ABOUT THIS EXERCISE –
Set down only what runs from the line containing "Quick job: Summarize" through the last line of the data, exactly as it reads.

##########

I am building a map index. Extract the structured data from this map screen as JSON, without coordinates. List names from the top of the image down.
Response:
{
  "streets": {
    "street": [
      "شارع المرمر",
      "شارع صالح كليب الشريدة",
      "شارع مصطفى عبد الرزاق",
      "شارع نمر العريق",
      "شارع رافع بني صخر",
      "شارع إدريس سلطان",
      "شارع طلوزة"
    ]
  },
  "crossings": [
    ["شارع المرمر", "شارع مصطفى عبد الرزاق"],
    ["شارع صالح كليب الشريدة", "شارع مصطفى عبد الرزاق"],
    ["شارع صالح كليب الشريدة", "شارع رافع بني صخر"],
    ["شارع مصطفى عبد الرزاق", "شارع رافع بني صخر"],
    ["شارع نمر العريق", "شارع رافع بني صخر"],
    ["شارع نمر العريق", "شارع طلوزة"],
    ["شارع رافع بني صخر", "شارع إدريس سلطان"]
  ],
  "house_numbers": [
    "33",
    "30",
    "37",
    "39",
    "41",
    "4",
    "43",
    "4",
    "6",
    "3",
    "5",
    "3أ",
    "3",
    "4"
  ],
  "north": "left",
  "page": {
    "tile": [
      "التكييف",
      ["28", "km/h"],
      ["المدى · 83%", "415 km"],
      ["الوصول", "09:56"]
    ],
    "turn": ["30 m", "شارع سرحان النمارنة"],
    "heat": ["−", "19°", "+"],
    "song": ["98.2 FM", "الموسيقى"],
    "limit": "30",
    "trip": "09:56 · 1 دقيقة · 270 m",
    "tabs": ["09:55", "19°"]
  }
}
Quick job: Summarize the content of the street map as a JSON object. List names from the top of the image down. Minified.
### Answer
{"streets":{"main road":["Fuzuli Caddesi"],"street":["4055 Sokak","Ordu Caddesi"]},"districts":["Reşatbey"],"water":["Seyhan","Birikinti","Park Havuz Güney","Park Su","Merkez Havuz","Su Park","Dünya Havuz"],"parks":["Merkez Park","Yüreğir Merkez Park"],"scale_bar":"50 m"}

##########

EXERCISE RESULT –
Quick job: Summarize the content of the street map as a JSON object. List names from the top of the image down. Minified.
### Answer
{"streets":{"main road":["Fuzuli Caddesi"],"street":["4055 Sokak","Ordu Caddesi"]},"districts":["Reşatbey"],"water":["Seyhan","Birikinti","Park Havuz Güney","Park Su","Merkez Havuz","Su Park","Dünya Havuz"],"parks":["Merkez Park","Yüreğir Merkez Park"],"scale_bar":"50 m"}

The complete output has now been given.